SphereX’s Fiscal & Investment Outlook (2026–2030) finds that NRF withdrawals—while material—are being deployed strategically to expand productive capacity and diversify the economy rather than to fund structural recurrent imbalances. The macro-fiscal framework remains strong and stable, with debt sustainability risks contained.
In 2026, NRF withdrawals account for 46.4% of central government revenue and 31.8% of total expenditure. Critics have seized on these ratios as if they are self-evident proof of wrongdoing. They are not. They are evidence that Guyana is using its oil revenues as intended—to finance the investment phase of development.
Here is the key economic point that escaped Ram and McRae’s postulations: you cannot expand non-oil revenue without expanding non-oil output. Non-oil revenue is not an independent variable. It is the product of non-oil output.
If you want more corporate taxes, PAYE, VAT, business activity, export earnings, and resilient public finances, you must first expand energy reliability, logistics corridors, agriculture processing, digital infrastructure, skills, and industrial capacity. And that requires capital.
Capital expenditure surged from GYD 104bn in 2021 to GYD 779bn in 2026. That is the development playbook: build the enabling platform first, and the tax base follows.
One of the most misleading features of the anti-NRF narrative is the implicit demand that every dollar spent today must produce immediate visible returns tomorrow. That is not how development works.
Infrastructure projects have gestation periods.

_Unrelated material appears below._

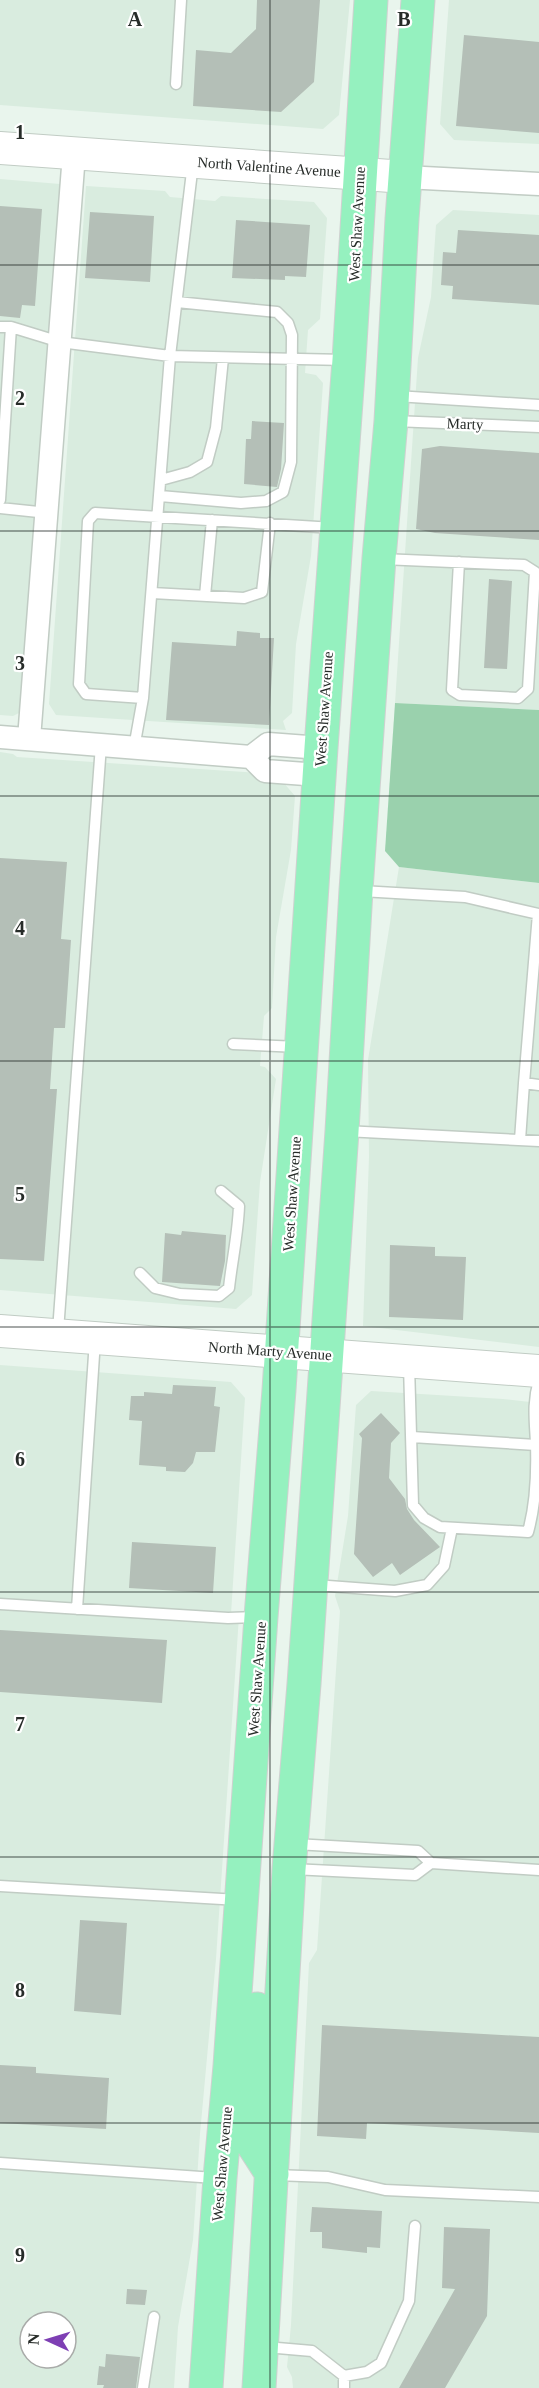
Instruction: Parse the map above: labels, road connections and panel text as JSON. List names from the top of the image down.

Roads, bridges, gas-to-energy plants, housing schemes, ports and industrial zones do not produce full economic returns in the year the budget is passed. They produce returns over several years. This is why the correct debate is not “NRF withdrawals are too high.” The correct debate is whether NRF-financed expenditures are being converted into productive assets fast enough to expand non-oil capacity before oil production plateaus.
Since oil production began in 2019, the non-oil economy has nearly doubled (≈1.96×), rising from roughly GYD 0.8tn to 1.6tn by 2025. Non-oil tax revenue more than doubled (≈2.13×), from GYD 240bn to 514bn, despite no new taxes.

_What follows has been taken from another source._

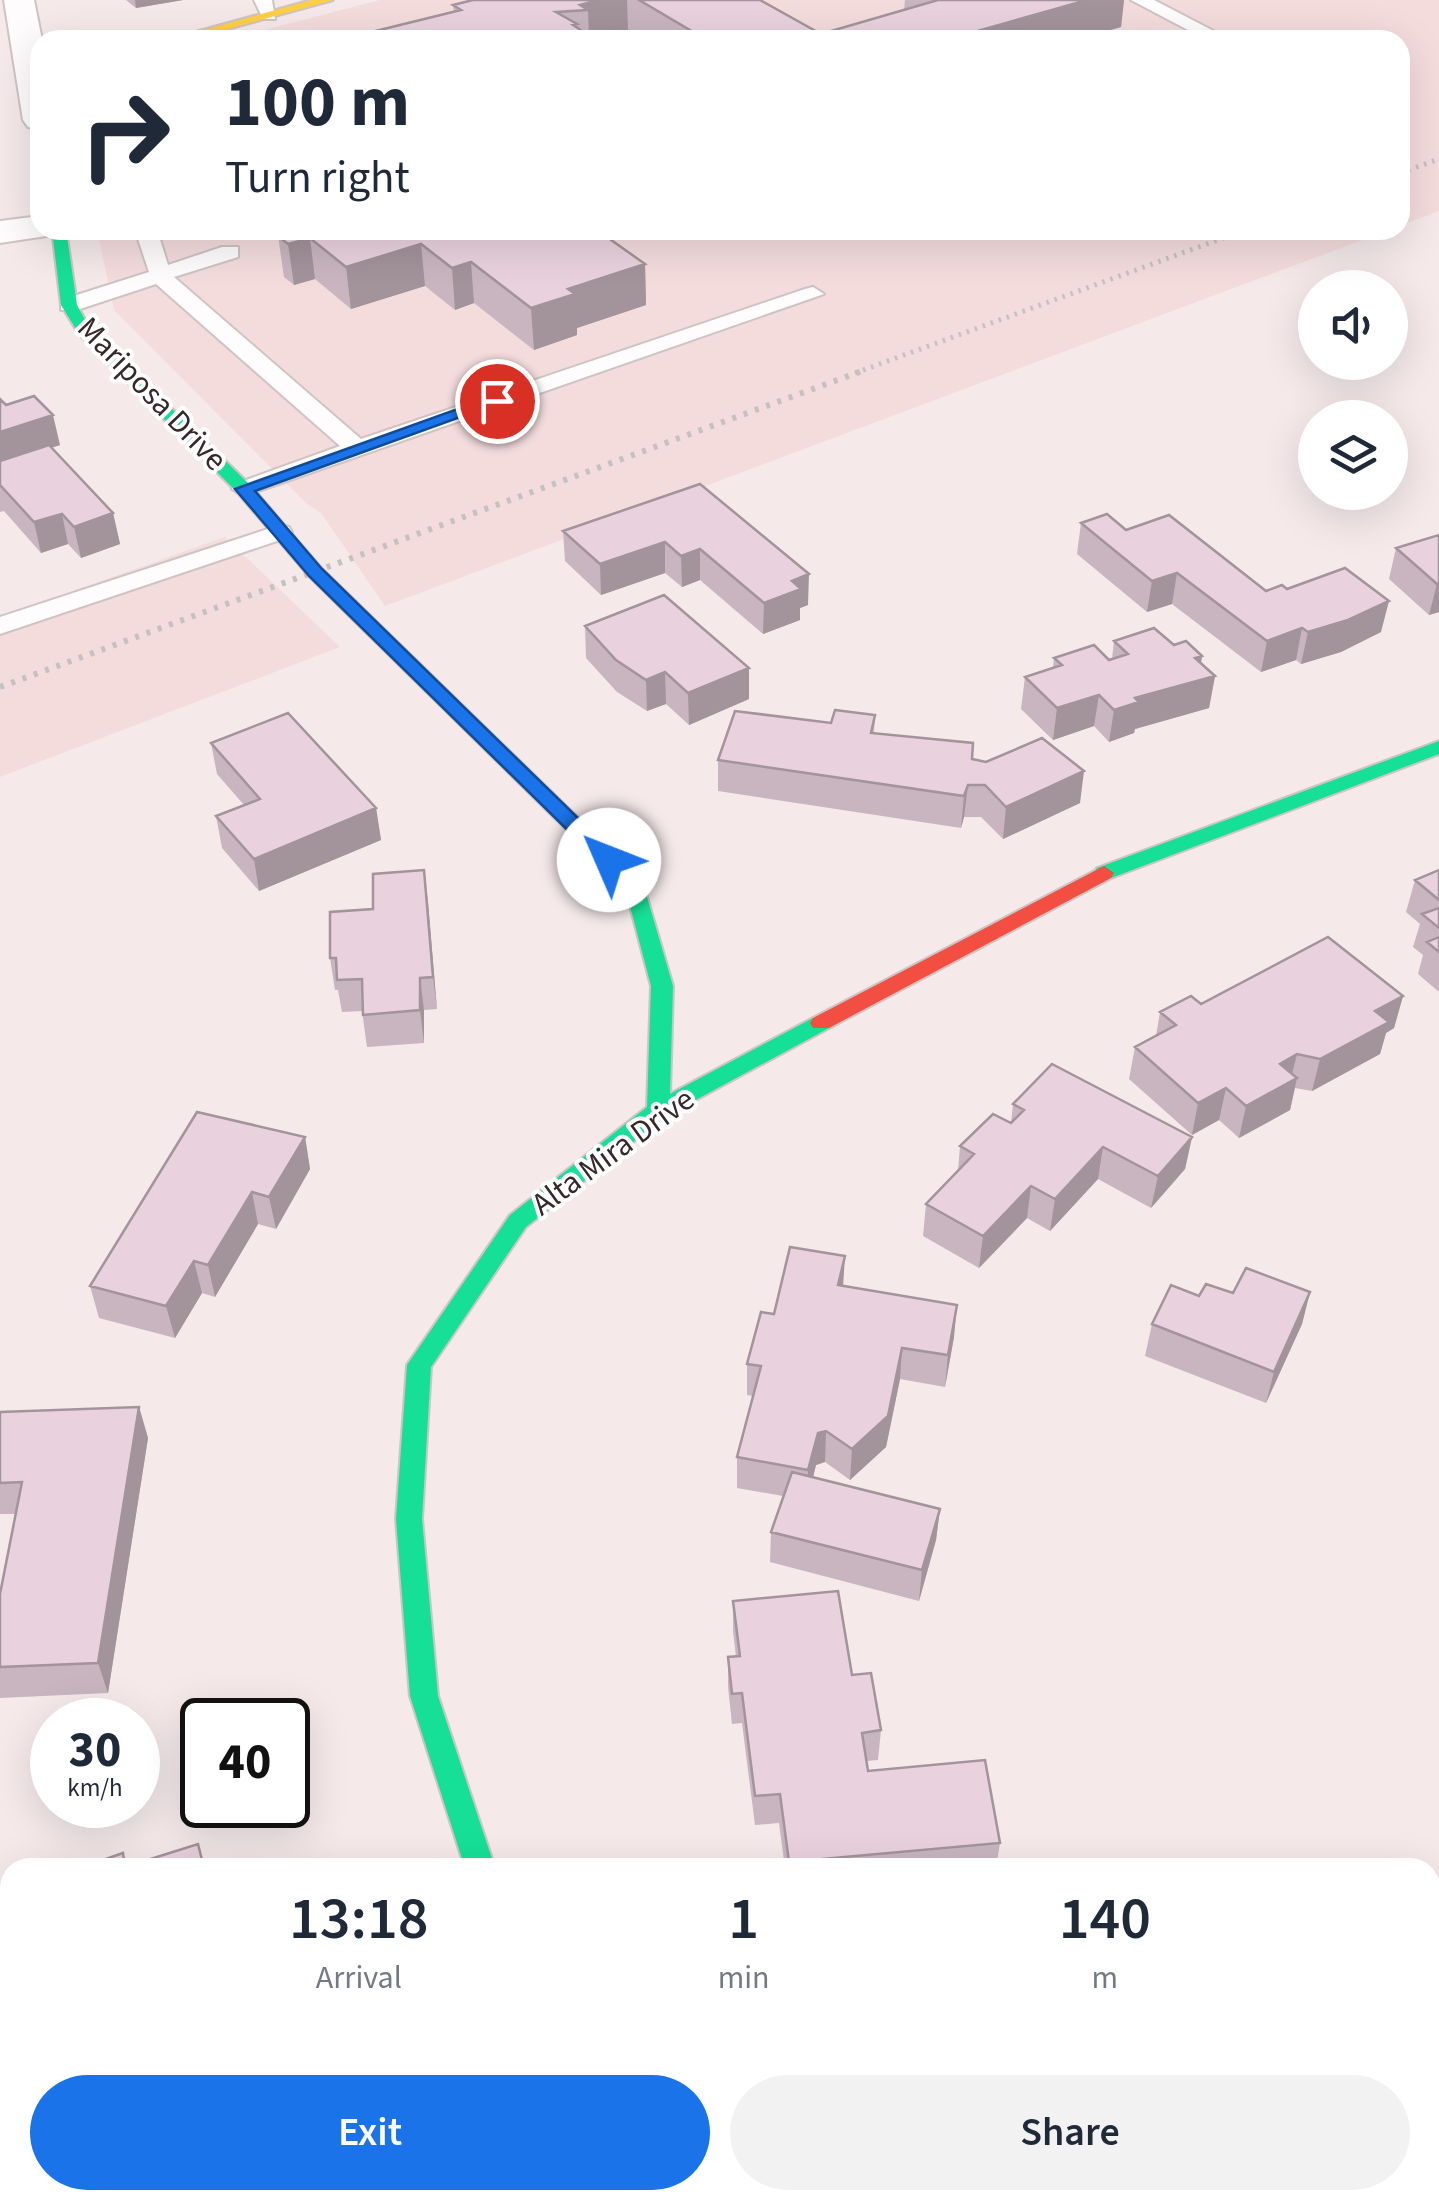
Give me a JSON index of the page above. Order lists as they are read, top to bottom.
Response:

SphereX’s Outlook identifies the principal medium-term risk as absorption constraints and implementation bottlenecks—procurement capacity, engineering constraints, environmental approvals, and institutional execution limitations. That is where scrutiny should be directed.
Debt sustainability remains strong. Public debt-to-GDP is 21.6%, external debt-to-GDP is 1.9%, debt service-to-revenue is 2.2%, and foreign reserves cover approximately six months of imports—well above adequacy benchmarks.
The NRF is not a museum display. It is not an ornamental savings account. It is not meant to exist only to impress critics with a large balance. It is a rule-based mechanism of capital conversion—transforming exhaustible wealth into long-lived productive assets that expand the non-oil tax base and strengthen fiscal sustainability over time.
Ram and McRae are free to argue for a more conservative fiscal stance. That is a policy preference. But it is irresponsible to dress that preference up as legal breach and “misuse” without proving what rule was violated, what section of the NRF Act was breached, what section of the FMAA was breached, and what withdrawal was unlawful.
Guyana’s challenge today is not whether the NRF is being “misused.” Guyana’s challenge is whether it can execute—fast enough and well enough—to build non-oil capacity before the cycle turns. That is the serious national conversation. And that is where scrutiny should be focused.